> **About this task**: Pictures do not belong in the output. Reproduce exactly the lines from the start of the records through the line with "context.font = font".
### The input
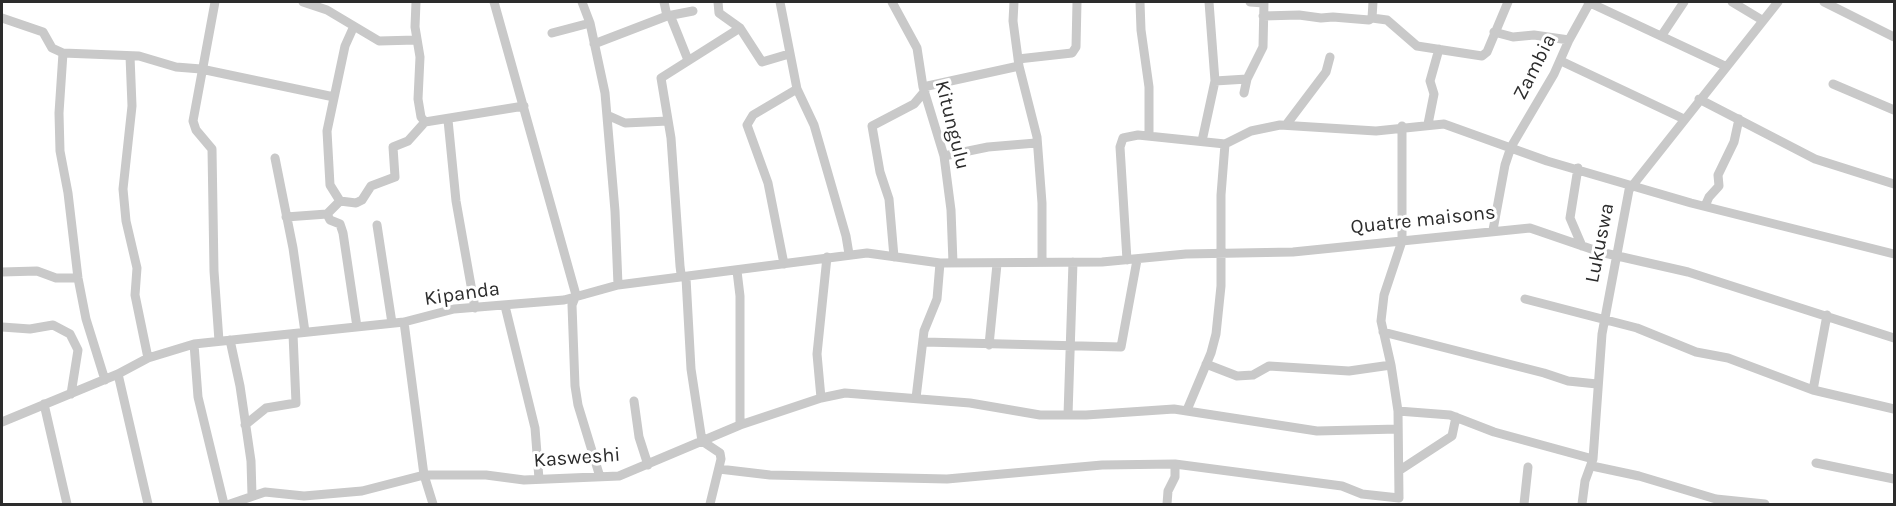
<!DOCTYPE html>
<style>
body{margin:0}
#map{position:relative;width:1896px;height:506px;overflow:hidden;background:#fff;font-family:Karla,sans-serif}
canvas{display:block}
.frame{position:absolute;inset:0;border:3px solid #2c2c2c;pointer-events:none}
</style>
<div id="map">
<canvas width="1896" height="506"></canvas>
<div class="frame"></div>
</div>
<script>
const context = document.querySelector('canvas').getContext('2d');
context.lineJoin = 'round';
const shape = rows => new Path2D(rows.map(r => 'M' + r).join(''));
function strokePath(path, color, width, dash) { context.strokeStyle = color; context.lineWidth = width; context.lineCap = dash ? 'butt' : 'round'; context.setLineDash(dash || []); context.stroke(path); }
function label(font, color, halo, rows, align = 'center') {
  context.font = font + ' Karla,sans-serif'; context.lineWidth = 6; context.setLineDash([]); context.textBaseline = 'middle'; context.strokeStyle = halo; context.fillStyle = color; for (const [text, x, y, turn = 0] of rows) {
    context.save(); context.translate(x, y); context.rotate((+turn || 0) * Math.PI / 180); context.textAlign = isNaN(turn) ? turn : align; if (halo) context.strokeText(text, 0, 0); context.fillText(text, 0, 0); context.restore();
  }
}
const minor = shape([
 [215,2,193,121,196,130,212,149,214,271,219,341],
 [303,2,327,10,379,41,416,40],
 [416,2,415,27,420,57,418,99,421,117,425,122,524,106],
 [494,2,576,295,572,305,575,386,578,405,600,477],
 [582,2,590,23,605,93,615,211,618,285],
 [664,2,667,16],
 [718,2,719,13,740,28,762,62,789,54],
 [780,2,797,89,814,125,846,236,849,254],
 [892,2,917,48,923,87,944,156,951,210,953,263],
 [1014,2,1013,21,1019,66,1037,137,1042,203,1042,262],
 [1140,2,1141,30,1149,87,1149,136],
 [1250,2,1264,3],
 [1588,2,1725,66],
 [1732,2,1762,20],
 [1824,2,1894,37],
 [670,15,688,60],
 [1263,16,1299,15,1321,18,1333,17,1369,20,1372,18,1373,2],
 [2,18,43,32,52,48,63,53,139,56,176,67,201,69,334,97],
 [1372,18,1387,20,1417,46,1482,56,1487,52,1508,2],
 [1494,32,1513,37,1534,35,1569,40],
 [552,33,590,23],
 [1662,35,1684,2],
 [594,44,667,16,693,11],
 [63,53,59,113,60,151,68,193,78,278,86,319,105,380],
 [130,56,132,106,123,189,126,221,137,268,135,295,148,358],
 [1018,59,1072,53,1076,47,1077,2],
 [1561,61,1684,119],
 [1215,81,1247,79],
 [1833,84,1894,110],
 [923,87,1019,66],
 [1244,93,1247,79,1263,47,1264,2],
 [1699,99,1815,159,1894,184],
 [607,115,625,123,668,121],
 [448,120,456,201,475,308],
 [1428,124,1434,94,1430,81,1439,49],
 [1286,125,1326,72,1330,57],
 [1202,141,1215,81,1209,2],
 [944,156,988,147,1036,143],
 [275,158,293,248,305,332],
 [1578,168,1570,218,1582,246],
 [340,201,330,185,327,131,345,46,354,26],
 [1705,206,1709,197,1719,186,1718,175,1734,142,1739,119],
 [327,214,330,220,340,224,343,233,357,327],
 [286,217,327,214,340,201,356,203,362,200,371,186,395,177,393,147,408,141,425,122],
 [377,225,392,323],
 [1493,230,1505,165,1511,147,1554,74,1569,40,1590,2],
 [894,257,889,199,880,172,872,126,914,104,925,91],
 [1127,260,1120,147,1123,138,1138,135,1225,144,1251,131,1280,125,1376,131,1444,124,1547,161,1691,203,1894,254],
 [784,264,768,183,747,125,753,115,797,89],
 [737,271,740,296,740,425],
 [2,272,37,271,56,278,78,278],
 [1525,299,1637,328,1696,352,1728,358,1813,390,1894,409],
 [505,306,535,428,539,479],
 [404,322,424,475,433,504],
 [2,327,30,329,53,325,70,334,78,350,71,394],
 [1383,332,1544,373,1568,381,1597,384],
 [230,340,240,386,251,461,252,495],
 [924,342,1121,347,1137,260],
 [194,344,198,397,224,504],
 [989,345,997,264],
 [1206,364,1237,376,1253,375,1269,366,1349,371,1391,365],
 [118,374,148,504],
 [1813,390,1827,315],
 [821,398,817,354,827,257],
 [916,398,924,331,937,299,940,263],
 [634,401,639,437,648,465],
 [44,404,67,504],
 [1187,410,1211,353,1216,334,1221,286,1221,195,1225,144],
 [1398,411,1450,415,1494,432,1593,459],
 [1068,415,1073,262],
 [2,422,118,374,148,358,194,344,404,322,454,309,564,300,618,285,867,253,940,263,1102,262,1186,254,1293,252,1530,228,1600,252,1688,272,1894,338],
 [245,425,266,408,296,403,293,334],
 [1816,463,1894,479],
 [1592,466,1639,476,1716,499,1765,504],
 [719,469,770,475,947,479,1102,465,1175,464,1342,486,1362,494,1399,498,1398,411,1391,365,1381,321,1384,295,1402,241,1402,126],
 [1400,470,1452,436,1456,417],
 [230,504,265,492,304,496,362,491,424,475,486,475,524,480,619,476,740,425,821,398,845,393,970,403,1040,415,1086,415,1174,409,1317,431,1398,429],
 [710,504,721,459,720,453,702,441,691,369,686,278,681,274,680,266,671,138,661,78,740,28],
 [1167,504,1168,491,1175,477,1175,464],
 [1524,504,1528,467],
 [1582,504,1585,481,1593,459,1602,334,1629,190,1778,2]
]);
const streetNames = [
 ["Zambia",1535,67,-63],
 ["Kitungulu",952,125,76],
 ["Quatre maisons",1423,220,-6],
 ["Lukuswa",1600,243,-79],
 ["Kipanda",462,294,-8],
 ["Kasweshi",577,458,-4]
];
strokePath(minor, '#c9c9c9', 9);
label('20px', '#2c2c2c', '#fff', streetNames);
</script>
######
> **Response to the task**:
<!DOCTYPE html>
<style>
body{margin:0}
#map{position:relative;width:1896px;height:506px;overflow:hidden;background:#fff;font-family:Karla,sans-serif}
canvas{display:block}
.frame{position:absolute;inset:0;border:3px solid #2c2c2c;pointer-events:none}
</style>
<div id="map">
<canvas width="1896" height="506"></canvas>
<div class="frame"></div>
</div>
<script>
const context = document.querySelector('canvas').getContext('2d');
context.lineJoin = 'round';
const shape = rows => new Path2D(rows.map(r => 'M' + r).join(''));
function strokePath(path, color, width, dash) { context.strokeStyle = color; context.lineWidth = width; context.lineCap = dash ? 'butt' : 'round'; context.setLineDash(dash || []); context.stroke(path); }
function label(font, color, halo, rows, align = 'center') {
  context.font = font + ' Karla,sans-serif'; context.lineWidth = 6; context.setLineDash([]); context.textBaseline = 'middle'; context.strokeStyle = halo; context.fillStyle = color; for (const [text, x, y, turn = 0] of rows) {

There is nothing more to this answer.